(Dataset excerpts)
══════════

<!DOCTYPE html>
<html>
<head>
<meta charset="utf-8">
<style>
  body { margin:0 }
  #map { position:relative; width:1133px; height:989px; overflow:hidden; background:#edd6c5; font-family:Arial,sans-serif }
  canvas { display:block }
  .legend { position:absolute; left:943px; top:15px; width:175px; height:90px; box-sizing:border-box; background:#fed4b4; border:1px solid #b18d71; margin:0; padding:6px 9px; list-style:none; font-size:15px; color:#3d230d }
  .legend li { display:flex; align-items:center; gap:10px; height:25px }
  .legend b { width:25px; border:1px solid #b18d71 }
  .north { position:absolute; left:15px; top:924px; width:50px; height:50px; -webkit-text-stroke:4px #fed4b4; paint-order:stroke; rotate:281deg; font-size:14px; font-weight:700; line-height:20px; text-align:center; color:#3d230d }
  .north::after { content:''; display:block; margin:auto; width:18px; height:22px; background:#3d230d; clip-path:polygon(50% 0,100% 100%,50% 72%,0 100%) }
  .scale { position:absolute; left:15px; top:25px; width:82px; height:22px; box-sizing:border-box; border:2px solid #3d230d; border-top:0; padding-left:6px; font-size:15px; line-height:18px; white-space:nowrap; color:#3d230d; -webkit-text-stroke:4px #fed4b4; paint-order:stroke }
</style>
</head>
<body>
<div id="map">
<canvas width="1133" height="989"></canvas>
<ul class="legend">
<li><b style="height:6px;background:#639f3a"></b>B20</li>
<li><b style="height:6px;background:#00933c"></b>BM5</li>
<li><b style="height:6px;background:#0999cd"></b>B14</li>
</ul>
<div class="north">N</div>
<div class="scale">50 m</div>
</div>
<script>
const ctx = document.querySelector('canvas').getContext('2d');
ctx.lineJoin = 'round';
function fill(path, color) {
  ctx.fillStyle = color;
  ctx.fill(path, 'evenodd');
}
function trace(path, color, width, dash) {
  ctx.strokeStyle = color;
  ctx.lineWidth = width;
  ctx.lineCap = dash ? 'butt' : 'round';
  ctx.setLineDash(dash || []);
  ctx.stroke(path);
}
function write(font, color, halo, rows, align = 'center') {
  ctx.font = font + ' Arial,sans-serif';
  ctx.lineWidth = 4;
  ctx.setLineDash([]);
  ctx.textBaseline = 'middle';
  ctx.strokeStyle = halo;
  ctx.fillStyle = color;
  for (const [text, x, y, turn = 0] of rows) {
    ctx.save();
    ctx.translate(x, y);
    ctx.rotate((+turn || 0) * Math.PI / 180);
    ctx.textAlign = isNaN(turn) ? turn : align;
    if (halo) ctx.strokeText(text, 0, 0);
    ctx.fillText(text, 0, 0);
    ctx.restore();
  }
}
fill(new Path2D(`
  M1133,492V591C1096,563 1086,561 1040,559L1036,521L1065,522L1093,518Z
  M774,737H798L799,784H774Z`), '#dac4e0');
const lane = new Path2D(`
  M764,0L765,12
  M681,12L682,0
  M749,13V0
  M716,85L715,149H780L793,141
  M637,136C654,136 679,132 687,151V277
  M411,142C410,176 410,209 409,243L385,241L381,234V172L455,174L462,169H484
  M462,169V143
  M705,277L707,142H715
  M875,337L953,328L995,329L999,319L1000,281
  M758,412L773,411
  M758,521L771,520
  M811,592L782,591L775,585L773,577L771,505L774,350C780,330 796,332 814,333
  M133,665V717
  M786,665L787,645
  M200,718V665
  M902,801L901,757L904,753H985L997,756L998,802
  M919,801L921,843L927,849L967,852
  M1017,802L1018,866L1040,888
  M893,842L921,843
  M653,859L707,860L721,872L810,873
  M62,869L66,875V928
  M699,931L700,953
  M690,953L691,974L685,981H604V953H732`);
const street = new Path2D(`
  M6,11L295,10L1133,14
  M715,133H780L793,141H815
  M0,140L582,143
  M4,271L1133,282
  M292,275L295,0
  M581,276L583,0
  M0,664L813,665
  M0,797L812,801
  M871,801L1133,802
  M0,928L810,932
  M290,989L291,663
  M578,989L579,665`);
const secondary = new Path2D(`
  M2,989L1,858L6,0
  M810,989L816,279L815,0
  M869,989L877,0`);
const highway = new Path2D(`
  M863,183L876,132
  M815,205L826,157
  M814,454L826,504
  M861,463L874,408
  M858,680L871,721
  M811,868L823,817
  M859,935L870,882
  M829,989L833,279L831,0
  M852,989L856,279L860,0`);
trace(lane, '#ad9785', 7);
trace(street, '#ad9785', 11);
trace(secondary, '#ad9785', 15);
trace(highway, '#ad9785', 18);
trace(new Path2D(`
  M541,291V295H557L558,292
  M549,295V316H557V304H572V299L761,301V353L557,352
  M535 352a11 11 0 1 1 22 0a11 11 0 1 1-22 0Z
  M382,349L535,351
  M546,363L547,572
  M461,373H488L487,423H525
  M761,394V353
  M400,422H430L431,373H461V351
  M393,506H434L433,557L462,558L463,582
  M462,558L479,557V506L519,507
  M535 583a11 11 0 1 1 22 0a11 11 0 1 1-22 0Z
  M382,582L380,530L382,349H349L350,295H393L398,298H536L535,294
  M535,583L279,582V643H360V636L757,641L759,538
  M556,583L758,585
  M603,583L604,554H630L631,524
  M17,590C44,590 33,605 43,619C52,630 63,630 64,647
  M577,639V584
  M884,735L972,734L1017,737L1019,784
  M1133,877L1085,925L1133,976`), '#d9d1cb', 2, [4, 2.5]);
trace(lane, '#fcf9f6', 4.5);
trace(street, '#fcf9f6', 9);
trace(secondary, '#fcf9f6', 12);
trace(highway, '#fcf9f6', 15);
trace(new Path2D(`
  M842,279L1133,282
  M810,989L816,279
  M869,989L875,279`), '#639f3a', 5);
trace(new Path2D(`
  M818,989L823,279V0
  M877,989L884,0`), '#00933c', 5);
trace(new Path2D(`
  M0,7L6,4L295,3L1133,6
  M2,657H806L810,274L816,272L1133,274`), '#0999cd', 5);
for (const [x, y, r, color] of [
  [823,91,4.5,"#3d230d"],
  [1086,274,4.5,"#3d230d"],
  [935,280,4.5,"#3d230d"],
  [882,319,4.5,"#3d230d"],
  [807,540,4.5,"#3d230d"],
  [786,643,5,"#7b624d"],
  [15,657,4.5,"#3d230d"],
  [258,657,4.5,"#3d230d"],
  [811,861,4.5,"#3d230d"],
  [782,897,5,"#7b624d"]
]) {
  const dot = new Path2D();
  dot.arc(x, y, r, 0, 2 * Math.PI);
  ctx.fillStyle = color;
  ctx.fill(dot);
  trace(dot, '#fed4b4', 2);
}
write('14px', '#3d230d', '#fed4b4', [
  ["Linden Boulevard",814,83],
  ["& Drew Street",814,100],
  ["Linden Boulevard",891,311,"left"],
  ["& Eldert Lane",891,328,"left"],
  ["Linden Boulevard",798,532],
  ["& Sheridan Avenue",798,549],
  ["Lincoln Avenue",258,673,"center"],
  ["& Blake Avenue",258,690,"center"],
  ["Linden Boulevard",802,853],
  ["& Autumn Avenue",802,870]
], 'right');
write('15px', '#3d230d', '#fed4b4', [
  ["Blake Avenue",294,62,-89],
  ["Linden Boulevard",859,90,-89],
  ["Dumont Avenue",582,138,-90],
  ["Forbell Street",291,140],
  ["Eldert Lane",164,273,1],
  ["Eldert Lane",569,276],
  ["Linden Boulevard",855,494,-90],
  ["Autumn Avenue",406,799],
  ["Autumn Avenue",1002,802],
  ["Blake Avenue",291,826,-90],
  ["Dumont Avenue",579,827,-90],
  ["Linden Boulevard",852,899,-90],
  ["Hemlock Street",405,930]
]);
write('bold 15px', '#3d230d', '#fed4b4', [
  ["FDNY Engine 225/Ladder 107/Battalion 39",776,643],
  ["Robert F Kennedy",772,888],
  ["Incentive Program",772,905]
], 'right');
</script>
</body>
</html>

══════════

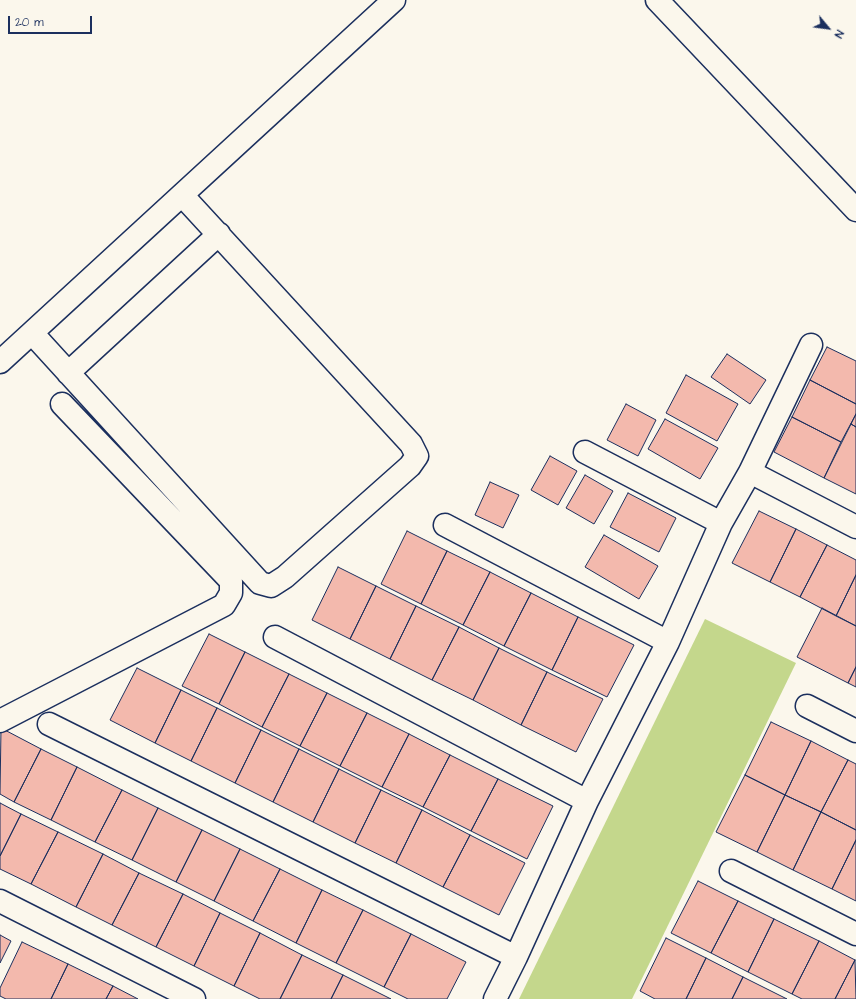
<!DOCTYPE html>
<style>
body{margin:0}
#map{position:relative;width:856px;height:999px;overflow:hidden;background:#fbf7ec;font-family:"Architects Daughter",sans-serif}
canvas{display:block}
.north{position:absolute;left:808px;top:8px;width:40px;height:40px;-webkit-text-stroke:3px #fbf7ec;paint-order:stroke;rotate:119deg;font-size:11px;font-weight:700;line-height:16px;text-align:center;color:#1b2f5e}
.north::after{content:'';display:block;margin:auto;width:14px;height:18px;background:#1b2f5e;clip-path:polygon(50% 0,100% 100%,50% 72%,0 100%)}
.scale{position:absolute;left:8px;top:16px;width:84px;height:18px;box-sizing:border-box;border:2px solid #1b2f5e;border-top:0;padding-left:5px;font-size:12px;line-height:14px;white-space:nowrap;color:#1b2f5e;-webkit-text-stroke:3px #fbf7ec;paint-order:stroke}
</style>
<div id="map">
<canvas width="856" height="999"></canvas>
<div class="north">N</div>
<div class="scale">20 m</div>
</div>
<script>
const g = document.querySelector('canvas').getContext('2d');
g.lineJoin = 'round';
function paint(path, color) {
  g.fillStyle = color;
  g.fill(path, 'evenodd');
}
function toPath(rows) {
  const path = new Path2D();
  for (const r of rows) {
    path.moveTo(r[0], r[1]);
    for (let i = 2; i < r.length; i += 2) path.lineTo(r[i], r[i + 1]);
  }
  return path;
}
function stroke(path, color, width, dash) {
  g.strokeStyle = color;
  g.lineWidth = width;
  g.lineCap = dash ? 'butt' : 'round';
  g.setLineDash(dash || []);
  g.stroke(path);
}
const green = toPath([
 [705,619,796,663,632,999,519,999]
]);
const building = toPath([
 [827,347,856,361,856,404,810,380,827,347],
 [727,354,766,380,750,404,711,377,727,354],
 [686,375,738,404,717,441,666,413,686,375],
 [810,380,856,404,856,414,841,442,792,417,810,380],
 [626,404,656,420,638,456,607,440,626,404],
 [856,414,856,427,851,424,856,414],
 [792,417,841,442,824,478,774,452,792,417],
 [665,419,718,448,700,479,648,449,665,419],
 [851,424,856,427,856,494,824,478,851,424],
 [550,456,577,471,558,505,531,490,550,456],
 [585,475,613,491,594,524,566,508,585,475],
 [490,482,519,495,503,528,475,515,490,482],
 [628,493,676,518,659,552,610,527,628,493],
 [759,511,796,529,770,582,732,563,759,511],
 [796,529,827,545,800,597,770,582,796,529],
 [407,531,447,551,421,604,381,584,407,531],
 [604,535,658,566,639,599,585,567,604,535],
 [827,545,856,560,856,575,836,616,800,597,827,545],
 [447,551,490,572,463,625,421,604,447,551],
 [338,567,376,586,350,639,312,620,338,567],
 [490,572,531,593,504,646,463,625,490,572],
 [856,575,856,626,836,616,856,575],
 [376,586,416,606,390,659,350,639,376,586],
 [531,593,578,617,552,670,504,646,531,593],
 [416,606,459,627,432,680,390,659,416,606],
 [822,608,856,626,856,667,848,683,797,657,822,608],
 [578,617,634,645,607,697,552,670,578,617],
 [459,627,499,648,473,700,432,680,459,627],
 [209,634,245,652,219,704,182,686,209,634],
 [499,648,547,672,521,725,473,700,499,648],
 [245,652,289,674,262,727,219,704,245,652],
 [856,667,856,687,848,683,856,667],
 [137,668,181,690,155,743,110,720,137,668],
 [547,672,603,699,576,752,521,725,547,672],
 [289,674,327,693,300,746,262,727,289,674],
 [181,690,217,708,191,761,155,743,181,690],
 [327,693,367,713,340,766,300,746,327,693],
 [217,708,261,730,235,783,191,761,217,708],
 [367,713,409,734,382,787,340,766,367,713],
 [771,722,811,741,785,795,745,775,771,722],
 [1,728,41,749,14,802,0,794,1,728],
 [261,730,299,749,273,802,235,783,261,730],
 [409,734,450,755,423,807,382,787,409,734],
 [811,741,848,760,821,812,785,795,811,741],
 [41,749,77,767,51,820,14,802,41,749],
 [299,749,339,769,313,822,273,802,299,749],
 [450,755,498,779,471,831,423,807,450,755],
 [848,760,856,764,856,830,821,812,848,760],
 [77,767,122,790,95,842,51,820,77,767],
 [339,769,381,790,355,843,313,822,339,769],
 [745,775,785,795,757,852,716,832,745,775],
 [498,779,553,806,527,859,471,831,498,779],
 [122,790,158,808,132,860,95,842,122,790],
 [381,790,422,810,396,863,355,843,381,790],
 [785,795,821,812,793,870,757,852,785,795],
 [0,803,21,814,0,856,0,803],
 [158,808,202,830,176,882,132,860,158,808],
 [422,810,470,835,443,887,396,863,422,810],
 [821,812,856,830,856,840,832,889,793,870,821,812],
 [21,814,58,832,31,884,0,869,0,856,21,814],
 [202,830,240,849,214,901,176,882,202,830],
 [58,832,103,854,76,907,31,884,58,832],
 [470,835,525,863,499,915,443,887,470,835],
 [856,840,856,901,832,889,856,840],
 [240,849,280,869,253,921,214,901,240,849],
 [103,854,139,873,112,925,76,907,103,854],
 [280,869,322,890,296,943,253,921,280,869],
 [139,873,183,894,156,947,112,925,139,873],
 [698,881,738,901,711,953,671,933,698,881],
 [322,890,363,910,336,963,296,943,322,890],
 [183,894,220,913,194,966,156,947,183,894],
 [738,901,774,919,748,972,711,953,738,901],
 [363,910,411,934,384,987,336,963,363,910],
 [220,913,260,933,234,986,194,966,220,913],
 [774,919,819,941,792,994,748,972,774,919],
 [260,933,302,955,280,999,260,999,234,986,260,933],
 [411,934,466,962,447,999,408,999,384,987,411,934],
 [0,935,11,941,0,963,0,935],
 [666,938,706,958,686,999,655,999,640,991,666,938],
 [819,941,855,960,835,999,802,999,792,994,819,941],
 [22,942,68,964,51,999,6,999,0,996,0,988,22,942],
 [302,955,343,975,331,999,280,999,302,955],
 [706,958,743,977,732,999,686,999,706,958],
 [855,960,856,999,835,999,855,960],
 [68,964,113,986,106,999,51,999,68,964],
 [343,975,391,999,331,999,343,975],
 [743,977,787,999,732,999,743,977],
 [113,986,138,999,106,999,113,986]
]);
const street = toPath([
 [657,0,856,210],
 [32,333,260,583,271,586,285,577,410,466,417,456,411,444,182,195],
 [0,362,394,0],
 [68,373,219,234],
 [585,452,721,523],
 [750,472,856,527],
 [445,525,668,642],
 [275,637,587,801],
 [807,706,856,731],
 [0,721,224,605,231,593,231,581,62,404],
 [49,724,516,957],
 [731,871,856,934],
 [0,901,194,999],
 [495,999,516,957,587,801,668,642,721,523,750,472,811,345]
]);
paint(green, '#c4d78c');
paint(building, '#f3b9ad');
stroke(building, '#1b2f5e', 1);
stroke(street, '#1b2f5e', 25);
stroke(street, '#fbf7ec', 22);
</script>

══════════

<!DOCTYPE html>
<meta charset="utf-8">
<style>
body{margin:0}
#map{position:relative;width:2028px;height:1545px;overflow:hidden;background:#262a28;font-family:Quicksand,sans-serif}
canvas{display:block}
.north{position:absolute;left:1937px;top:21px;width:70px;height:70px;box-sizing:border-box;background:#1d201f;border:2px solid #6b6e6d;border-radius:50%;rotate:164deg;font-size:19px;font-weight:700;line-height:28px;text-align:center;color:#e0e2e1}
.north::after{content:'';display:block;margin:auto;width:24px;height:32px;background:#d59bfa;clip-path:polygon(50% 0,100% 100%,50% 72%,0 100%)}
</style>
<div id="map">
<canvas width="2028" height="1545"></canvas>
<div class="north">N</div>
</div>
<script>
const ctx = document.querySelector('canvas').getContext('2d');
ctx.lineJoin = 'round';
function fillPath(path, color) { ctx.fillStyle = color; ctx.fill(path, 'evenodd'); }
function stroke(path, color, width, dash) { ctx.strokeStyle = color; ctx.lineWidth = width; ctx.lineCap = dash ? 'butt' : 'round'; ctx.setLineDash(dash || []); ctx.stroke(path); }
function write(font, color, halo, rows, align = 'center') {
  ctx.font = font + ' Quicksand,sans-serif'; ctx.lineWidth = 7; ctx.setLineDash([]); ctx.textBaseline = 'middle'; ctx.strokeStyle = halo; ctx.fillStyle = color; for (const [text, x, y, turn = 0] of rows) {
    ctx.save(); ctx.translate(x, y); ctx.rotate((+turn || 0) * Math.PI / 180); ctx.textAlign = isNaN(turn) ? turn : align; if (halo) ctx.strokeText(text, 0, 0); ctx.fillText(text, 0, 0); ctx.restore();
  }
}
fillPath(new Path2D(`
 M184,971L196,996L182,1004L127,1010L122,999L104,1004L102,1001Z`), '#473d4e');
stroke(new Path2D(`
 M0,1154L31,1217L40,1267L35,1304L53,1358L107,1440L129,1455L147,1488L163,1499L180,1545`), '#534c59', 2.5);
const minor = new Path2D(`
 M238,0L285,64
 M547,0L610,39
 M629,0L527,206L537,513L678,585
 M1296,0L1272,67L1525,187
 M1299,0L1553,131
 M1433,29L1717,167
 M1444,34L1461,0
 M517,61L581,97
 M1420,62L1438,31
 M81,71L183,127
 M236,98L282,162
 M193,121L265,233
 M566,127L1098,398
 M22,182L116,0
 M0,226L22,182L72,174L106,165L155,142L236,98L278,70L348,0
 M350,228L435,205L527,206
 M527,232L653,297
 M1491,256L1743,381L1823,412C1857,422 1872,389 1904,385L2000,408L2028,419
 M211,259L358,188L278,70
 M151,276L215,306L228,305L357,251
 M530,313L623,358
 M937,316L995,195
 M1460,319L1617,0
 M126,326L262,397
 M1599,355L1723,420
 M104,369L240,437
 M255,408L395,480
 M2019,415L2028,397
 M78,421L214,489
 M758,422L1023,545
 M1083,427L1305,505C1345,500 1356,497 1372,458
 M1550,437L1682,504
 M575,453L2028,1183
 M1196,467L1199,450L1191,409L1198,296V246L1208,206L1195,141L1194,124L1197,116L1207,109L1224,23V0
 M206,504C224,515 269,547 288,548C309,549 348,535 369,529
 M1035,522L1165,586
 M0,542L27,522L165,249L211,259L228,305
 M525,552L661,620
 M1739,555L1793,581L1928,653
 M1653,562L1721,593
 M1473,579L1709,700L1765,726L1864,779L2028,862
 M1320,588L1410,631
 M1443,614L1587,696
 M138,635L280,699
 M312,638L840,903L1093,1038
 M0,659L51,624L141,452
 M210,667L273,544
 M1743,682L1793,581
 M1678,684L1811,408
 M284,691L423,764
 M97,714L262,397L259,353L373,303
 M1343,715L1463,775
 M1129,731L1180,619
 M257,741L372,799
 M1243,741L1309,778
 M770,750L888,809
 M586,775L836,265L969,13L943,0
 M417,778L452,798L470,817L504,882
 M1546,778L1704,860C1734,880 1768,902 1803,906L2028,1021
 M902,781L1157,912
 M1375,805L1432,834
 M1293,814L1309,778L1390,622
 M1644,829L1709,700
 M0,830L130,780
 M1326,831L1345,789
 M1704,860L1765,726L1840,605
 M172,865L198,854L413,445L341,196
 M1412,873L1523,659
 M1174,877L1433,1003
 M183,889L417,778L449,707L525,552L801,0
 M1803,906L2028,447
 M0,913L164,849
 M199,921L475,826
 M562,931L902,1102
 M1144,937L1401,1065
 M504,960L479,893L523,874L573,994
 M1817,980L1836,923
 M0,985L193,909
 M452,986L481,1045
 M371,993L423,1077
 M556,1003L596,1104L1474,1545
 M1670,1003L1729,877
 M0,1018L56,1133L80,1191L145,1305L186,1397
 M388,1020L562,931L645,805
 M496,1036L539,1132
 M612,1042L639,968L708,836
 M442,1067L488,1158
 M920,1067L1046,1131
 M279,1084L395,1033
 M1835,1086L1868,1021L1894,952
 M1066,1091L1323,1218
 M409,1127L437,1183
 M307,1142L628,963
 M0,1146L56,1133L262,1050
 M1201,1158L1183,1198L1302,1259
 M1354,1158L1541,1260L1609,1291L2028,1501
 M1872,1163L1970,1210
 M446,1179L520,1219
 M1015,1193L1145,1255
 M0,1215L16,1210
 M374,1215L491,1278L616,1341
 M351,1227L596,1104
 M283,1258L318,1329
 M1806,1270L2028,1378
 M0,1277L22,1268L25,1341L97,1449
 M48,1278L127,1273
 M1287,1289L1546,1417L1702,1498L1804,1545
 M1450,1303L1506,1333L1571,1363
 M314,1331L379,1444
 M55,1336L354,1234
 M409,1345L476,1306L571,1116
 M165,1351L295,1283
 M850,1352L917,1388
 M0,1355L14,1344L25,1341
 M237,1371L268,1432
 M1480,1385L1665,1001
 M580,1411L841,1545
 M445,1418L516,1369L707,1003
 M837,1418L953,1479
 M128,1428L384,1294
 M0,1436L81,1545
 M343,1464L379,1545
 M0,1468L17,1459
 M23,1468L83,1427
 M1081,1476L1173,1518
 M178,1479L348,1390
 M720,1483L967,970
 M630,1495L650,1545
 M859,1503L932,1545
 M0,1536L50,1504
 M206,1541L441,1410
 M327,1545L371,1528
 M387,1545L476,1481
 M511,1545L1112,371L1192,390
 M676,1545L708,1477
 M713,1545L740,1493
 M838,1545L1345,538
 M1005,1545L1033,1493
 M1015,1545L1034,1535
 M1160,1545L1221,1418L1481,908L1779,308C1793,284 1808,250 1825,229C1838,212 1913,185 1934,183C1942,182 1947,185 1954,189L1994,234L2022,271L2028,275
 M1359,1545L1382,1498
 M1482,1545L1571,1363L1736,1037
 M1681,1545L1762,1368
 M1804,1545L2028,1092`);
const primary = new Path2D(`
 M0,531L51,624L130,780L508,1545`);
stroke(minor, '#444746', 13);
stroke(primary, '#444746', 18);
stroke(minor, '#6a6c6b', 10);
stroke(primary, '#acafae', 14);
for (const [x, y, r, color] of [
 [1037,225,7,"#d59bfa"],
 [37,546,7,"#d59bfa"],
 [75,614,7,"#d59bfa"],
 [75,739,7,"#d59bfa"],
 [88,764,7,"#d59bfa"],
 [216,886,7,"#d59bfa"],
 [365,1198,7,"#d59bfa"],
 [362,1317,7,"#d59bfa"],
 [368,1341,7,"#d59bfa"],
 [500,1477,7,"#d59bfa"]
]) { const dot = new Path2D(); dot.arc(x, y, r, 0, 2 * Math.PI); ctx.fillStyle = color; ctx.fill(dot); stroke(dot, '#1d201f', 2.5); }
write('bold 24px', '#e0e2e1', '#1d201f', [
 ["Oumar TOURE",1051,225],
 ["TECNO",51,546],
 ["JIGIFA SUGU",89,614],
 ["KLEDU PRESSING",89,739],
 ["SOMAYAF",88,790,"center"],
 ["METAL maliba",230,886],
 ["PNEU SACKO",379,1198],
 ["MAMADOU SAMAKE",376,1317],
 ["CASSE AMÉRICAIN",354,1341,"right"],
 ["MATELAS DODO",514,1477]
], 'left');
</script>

══════════

Please count the lines above that contain the word "restore", and reply with the number alone.

> **Your response**: 2